→ **Assignment**: Output nothing but the lines from the first line of the entries to the line with "0 #a69398) drop-shadow(-2px", inclusive, exactly as they read.
***** Exercise materials *****
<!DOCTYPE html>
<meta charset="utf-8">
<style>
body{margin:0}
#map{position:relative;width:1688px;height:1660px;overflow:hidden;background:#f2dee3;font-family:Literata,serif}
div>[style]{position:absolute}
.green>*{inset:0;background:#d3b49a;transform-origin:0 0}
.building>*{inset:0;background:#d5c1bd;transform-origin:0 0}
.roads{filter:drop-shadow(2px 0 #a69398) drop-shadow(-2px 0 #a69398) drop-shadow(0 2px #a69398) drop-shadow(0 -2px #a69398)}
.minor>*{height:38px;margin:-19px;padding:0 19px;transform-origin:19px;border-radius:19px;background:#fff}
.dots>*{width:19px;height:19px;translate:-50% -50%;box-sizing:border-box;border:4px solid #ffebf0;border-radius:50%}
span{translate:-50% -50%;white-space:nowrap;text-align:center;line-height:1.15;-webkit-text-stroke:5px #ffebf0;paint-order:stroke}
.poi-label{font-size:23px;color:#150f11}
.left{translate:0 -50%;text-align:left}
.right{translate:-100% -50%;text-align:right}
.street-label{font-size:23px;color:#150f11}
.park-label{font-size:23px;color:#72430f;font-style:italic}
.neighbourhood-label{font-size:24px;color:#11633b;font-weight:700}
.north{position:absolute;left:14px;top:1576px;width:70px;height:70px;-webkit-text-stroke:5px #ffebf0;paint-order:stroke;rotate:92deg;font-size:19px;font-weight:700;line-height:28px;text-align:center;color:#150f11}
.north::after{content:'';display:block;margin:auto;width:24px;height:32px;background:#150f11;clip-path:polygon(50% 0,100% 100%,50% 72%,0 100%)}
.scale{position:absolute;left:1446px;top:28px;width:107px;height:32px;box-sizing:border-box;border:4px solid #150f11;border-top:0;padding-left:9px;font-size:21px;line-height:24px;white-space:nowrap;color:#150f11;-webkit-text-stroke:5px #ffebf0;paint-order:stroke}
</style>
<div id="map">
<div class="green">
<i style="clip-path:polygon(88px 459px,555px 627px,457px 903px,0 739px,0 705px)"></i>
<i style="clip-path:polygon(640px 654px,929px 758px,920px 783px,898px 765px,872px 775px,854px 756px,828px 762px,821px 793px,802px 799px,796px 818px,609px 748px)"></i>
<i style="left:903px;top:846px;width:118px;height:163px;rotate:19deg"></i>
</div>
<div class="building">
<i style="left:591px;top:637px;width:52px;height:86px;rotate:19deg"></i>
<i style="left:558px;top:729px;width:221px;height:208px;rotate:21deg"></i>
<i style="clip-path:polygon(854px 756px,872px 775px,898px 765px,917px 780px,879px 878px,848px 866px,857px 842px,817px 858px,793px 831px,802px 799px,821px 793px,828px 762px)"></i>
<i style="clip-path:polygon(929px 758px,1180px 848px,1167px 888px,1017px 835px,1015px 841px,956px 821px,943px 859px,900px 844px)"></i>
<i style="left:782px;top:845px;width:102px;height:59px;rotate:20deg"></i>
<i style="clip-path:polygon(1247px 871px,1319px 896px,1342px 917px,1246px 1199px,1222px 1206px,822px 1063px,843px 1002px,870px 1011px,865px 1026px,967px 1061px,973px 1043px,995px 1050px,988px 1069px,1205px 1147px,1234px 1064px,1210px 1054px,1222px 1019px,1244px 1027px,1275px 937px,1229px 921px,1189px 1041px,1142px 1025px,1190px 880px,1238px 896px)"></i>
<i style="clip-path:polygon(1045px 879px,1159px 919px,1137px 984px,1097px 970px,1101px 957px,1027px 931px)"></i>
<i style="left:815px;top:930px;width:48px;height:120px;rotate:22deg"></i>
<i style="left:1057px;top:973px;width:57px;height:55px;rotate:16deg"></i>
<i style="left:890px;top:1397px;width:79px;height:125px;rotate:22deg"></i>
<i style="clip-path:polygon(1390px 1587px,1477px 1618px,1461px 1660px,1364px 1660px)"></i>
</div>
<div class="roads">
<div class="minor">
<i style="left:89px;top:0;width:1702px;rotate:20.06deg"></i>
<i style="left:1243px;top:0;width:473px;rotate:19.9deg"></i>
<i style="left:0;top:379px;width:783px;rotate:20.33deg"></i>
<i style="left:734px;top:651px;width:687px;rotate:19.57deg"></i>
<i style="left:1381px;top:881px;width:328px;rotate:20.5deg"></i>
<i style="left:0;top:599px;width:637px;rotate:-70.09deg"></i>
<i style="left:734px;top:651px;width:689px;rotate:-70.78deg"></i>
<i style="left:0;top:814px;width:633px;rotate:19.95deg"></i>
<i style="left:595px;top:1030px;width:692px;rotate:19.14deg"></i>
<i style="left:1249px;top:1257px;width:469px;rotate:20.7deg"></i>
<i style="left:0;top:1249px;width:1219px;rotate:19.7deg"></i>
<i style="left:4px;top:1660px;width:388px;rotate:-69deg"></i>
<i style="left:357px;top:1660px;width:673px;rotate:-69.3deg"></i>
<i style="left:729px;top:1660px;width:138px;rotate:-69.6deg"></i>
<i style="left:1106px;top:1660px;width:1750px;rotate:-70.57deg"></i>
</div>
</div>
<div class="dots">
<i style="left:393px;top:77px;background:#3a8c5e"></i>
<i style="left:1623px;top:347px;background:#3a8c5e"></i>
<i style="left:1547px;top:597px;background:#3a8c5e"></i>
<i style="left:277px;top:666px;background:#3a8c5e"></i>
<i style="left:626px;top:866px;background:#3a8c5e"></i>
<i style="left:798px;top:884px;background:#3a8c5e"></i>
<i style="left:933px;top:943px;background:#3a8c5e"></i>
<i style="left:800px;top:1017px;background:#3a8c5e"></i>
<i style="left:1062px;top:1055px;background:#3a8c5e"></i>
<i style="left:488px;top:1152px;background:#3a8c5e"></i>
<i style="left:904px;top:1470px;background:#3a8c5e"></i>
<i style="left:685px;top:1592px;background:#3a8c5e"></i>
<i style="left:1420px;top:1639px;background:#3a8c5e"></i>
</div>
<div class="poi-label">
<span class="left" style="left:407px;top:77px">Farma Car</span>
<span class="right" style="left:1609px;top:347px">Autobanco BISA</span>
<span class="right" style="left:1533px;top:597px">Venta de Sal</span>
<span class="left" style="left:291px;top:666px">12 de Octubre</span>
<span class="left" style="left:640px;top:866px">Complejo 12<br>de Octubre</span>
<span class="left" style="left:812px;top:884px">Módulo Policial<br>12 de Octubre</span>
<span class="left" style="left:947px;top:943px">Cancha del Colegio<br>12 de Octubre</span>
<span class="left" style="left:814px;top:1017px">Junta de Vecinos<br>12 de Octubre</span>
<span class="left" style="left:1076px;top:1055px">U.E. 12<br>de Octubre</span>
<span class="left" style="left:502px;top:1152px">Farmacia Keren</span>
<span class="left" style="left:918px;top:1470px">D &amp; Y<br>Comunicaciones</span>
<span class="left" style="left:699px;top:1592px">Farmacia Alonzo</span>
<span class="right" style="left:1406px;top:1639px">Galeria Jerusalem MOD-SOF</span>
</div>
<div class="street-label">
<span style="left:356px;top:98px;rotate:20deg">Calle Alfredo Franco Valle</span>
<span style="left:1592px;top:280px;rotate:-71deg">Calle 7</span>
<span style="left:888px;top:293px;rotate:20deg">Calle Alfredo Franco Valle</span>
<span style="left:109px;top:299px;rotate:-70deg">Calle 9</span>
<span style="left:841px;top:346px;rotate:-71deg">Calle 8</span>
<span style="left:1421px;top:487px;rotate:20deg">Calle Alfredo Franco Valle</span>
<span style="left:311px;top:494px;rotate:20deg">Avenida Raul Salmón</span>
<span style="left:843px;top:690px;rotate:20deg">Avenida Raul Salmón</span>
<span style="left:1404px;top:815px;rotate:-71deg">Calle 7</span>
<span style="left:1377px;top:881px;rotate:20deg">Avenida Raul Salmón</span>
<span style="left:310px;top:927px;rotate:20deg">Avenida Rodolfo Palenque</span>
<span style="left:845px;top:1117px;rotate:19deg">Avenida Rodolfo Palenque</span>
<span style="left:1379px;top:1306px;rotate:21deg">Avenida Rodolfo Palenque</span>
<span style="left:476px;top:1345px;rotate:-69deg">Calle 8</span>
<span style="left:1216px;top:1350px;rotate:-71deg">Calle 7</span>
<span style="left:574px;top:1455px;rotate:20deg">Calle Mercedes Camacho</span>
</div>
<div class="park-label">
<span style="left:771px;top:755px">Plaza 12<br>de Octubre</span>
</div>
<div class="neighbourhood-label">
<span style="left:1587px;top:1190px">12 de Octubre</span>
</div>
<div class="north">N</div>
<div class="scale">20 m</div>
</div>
*****
→ **Result**:
<!DOCTYPE html>
<meta charset="utf-8">
<style>
body{margin:0}
#map{position:relative;width:1688px;height:1660px;overflow:hidden;background:#f2dee3;font-family:Literata,serif}
div>[style]{position:absolute}
.green>*{inset:0;background:#d3b49a;transform-origin:0 0}
.building>*{inset:0;background:#d5c1bd;transform-origin:0 0}
.roads{filter:drop-shadow(2px 0 #a69398) drop-shadow(-2px 0 #a69398) drop-shadow(0 2px #a69398) drop-shadow(0 -2px #a69398)}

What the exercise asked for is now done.